Stored items:
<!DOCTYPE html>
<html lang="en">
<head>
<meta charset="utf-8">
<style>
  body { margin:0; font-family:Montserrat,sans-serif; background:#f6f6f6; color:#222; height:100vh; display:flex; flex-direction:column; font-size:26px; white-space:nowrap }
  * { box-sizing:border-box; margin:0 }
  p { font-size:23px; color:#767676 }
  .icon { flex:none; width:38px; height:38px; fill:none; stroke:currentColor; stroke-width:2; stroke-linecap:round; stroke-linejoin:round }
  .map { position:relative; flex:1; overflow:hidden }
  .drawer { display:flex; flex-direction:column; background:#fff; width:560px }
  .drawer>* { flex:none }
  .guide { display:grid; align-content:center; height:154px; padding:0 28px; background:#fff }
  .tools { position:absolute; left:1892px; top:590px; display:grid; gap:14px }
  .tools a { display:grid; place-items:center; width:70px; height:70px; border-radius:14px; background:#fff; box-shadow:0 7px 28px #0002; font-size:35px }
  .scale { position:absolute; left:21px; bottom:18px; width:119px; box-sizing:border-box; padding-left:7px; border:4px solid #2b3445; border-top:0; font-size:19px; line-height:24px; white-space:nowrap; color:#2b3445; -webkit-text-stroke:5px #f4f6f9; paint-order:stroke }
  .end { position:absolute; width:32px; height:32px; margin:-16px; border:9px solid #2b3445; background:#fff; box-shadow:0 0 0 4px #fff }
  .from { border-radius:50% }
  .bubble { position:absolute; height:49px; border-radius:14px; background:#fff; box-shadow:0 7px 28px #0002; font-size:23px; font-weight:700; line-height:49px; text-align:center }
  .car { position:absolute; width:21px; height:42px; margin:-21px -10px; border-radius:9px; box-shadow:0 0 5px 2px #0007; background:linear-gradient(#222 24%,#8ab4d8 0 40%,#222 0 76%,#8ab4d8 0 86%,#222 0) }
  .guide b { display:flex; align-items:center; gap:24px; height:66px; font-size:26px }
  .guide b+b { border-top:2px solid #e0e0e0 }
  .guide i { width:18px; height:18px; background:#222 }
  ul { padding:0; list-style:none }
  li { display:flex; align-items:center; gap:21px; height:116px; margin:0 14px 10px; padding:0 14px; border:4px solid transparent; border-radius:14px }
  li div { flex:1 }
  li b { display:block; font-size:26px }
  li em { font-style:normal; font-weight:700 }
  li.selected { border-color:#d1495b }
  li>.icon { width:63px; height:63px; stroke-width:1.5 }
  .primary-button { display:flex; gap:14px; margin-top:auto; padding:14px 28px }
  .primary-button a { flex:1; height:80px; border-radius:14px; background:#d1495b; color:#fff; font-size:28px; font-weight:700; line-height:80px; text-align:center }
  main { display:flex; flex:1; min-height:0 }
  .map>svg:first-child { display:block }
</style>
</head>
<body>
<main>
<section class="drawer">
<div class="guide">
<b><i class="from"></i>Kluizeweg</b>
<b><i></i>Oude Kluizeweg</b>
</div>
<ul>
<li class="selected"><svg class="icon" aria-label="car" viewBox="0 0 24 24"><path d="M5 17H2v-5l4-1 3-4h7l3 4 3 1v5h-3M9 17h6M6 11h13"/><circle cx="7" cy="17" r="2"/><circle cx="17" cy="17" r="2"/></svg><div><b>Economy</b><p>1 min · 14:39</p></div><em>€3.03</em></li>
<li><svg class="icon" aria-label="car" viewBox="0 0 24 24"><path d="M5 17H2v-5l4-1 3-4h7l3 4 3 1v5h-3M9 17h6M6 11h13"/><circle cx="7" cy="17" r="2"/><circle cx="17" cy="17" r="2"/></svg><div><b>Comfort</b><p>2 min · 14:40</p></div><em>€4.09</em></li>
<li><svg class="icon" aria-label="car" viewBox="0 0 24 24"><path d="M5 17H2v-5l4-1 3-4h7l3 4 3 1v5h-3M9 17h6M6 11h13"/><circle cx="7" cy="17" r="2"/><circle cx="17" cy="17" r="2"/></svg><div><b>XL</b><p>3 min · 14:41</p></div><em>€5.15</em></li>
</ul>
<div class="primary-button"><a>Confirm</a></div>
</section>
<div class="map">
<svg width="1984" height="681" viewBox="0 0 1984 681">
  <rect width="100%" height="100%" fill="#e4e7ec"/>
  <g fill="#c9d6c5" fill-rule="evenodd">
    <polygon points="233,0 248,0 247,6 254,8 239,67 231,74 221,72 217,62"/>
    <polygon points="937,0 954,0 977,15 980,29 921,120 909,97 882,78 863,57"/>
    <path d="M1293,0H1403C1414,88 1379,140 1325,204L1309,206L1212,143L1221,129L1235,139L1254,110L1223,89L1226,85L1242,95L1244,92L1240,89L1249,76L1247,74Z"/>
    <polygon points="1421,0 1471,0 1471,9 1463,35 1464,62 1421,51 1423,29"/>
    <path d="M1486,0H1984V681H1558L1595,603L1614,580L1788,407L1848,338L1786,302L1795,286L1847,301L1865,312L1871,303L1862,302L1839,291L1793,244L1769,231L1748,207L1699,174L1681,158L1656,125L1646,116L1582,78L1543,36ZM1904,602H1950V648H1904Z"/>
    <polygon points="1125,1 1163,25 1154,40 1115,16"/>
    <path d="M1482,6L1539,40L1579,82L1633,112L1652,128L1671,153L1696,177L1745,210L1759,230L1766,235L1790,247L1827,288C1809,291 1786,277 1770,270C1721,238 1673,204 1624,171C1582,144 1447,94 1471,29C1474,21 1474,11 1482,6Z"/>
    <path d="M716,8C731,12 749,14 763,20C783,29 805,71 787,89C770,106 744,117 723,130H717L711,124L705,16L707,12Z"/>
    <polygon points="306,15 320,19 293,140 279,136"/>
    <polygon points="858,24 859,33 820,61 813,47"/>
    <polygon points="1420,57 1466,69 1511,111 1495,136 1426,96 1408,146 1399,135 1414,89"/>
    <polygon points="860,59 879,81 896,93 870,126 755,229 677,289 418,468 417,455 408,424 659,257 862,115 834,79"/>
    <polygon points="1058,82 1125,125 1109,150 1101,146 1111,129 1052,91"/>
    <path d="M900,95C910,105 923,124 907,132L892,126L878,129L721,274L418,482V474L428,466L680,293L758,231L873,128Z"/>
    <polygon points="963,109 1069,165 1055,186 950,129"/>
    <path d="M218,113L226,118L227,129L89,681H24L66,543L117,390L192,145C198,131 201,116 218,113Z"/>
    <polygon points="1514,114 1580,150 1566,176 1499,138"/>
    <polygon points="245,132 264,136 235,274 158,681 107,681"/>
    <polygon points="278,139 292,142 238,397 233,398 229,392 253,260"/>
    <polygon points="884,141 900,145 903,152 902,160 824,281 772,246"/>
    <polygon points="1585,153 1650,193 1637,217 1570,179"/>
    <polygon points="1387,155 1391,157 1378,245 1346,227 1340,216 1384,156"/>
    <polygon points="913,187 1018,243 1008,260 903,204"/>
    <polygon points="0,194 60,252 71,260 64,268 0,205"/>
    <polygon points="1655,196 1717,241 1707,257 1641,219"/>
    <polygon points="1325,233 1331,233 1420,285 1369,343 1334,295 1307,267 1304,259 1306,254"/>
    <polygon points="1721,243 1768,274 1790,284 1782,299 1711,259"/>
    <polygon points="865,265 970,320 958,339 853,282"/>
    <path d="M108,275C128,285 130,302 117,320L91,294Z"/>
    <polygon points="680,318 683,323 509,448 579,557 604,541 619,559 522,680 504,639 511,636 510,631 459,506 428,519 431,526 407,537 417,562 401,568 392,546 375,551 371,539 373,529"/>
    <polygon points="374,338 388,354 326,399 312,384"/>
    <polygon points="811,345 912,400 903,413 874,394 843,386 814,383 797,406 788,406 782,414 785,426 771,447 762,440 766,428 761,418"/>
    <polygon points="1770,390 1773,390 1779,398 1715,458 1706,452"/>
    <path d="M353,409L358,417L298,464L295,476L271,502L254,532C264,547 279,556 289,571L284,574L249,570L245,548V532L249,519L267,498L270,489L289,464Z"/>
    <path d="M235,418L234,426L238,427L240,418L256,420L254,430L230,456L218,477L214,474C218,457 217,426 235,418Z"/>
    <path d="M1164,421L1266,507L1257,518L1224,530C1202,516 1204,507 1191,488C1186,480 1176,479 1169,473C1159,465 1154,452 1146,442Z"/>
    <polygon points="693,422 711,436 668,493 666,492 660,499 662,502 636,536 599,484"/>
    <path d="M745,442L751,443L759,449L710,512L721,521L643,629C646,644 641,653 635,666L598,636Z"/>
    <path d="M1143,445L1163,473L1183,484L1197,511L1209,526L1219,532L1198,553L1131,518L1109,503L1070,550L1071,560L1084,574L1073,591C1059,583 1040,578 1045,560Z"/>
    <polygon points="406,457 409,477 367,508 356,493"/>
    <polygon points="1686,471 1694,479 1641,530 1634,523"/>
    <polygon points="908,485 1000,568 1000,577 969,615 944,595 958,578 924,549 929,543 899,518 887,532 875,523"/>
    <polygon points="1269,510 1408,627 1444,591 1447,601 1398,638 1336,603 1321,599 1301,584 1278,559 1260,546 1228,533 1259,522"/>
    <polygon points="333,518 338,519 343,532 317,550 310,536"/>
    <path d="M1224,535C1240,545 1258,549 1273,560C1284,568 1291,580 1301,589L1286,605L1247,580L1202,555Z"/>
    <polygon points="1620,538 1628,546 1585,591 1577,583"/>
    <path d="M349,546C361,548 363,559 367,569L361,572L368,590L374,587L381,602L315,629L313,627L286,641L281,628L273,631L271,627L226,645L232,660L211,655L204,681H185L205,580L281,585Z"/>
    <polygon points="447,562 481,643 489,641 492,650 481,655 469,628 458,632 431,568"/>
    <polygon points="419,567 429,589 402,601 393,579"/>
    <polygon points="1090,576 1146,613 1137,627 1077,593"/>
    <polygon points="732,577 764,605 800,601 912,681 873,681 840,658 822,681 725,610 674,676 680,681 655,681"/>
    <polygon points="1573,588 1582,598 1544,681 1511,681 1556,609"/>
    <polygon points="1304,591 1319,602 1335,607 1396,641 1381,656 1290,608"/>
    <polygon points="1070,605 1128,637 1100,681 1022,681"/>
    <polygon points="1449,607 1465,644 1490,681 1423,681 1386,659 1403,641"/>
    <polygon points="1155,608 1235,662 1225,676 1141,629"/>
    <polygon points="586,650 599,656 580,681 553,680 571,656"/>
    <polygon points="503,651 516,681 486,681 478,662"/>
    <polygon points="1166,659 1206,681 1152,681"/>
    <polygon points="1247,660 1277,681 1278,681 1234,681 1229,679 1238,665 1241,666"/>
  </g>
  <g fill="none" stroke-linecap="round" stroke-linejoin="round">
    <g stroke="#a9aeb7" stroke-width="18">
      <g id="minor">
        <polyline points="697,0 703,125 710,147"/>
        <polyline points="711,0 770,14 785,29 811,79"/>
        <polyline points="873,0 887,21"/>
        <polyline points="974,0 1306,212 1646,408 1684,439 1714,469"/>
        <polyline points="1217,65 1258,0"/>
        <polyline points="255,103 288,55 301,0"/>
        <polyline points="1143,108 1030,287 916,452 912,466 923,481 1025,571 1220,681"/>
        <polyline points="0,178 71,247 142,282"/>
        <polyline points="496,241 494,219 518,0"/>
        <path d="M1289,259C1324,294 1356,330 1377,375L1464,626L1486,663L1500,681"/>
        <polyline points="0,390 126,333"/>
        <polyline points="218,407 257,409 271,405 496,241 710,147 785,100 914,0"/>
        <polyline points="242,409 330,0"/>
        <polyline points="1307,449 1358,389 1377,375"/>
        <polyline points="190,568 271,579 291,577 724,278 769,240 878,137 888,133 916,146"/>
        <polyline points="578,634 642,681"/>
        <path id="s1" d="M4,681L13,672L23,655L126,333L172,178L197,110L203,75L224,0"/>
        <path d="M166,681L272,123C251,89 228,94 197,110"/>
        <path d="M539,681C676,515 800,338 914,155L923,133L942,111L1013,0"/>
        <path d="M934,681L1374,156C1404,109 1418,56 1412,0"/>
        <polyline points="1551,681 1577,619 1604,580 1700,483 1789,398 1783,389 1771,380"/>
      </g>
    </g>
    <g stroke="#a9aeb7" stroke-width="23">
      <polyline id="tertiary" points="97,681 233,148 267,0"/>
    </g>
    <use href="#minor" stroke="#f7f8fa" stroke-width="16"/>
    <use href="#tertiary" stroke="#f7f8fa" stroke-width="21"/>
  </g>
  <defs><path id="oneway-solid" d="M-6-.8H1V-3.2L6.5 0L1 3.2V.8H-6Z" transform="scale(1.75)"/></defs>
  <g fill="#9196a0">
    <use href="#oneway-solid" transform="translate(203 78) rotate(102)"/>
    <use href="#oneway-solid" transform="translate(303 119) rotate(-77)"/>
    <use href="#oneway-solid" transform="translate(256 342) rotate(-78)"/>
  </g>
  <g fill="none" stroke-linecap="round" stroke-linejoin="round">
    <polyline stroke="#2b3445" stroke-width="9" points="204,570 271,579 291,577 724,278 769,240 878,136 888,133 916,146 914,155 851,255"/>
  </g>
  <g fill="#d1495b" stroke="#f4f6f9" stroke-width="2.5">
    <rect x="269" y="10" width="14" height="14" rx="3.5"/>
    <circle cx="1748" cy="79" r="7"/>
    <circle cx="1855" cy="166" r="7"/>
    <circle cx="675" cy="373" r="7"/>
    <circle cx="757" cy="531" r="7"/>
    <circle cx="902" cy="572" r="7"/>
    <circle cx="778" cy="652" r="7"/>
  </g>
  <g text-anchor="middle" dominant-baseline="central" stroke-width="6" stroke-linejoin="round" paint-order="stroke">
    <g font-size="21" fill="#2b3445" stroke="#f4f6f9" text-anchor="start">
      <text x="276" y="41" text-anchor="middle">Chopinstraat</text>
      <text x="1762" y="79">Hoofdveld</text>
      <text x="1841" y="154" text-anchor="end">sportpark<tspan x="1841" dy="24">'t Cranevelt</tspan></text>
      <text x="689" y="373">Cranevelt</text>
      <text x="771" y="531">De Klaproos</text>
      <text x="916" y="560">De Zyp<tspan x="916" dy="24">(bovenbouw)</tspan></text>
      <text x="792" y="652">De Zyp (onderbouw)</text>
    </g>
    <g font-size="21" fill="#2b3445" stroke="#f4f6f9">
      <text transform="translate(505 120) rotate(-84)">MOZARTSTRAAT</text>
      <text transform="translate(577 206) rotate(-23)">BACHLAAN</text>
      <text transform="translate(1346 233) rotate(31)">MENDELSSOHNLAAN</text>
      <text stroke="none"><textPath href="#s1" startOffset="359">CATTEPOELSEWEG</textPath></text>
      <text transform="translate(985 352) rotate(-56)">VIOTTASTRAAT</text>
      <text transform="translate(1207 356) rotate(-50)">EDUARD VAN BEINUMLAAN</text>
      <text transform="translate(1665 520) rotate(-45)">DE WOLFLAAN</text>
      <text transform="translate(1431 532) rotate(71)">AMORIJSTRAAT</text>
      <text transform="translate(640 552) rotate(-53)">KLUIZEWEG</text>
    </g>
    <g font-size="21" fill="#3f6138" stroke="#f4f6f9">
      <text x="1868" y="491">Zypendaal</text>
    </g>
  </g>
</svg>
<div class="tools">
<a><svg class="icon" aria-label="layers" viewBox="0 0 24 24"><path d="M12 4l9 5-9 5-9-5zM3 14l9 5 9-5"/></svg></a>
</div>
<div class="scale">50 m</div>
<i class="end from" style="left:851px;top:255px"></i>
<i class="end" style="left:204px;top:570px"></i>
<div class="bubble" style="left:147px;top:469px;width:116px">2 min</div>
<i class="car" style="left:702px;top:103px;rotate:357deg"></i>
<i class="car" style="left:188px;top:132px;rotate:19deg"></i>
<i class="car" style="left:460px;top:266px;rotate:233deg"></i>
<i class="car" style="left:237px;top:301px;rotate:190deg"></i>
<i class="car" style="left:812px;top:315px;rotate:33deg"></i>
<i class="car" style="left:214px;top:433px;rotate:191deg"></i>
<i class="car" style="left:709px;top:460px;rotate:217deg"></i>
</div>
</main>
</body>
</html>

-- ASSIGNMENT --
Look above for the line that contains "display:grid; place-items:center; width:70px;". Starting there, transcribe every line exactly until you have copied the line that contains "position:absolute; width:21px; height:42px;".

-- ANSWER TO THIS EXERCISE --
  .tools a { display:grid; place-items:center; width:70px; height:70px; border-radius:14px; background:#fff; box-shadow:0 7px 28px #0002; font-size:35px }
  .scale { position:absolute; left:21px; bottom:18px; width:119px; box-sizing:border-box; padding-left:7px; border:4px solid #2b3445; border-top:0; font-size:19px; line-height:24px; white-space:nowrap; color:#2b3445; -webkit-text-stroke:5px #f4f6f9; paint-order:stroke }
  .end { position:absolute; width:32px; height:32px; margin:-16px; border:9px solid #2b3445; background:#fff; box-shadow:0 0 0 4px #fff }
  .from { border-radius:50% }
  .bubble { position:absolute; height:49px; border-radius:14px; background:#fff; box-shadow:0 7px 28px #0002; font-size:23px; font-weight:700; line-height:49px; text-align:center }
  .car { position:absolute; width:21px; height:42px; margin:-21px -10px; border-radius:9px; box-shadow:0 0 5px 2px #0007; background:linear-gradient(#222 24%,#8ab4d8 0 40%,#222 0 76%,#8ab4d8 0 86%,#222 0) }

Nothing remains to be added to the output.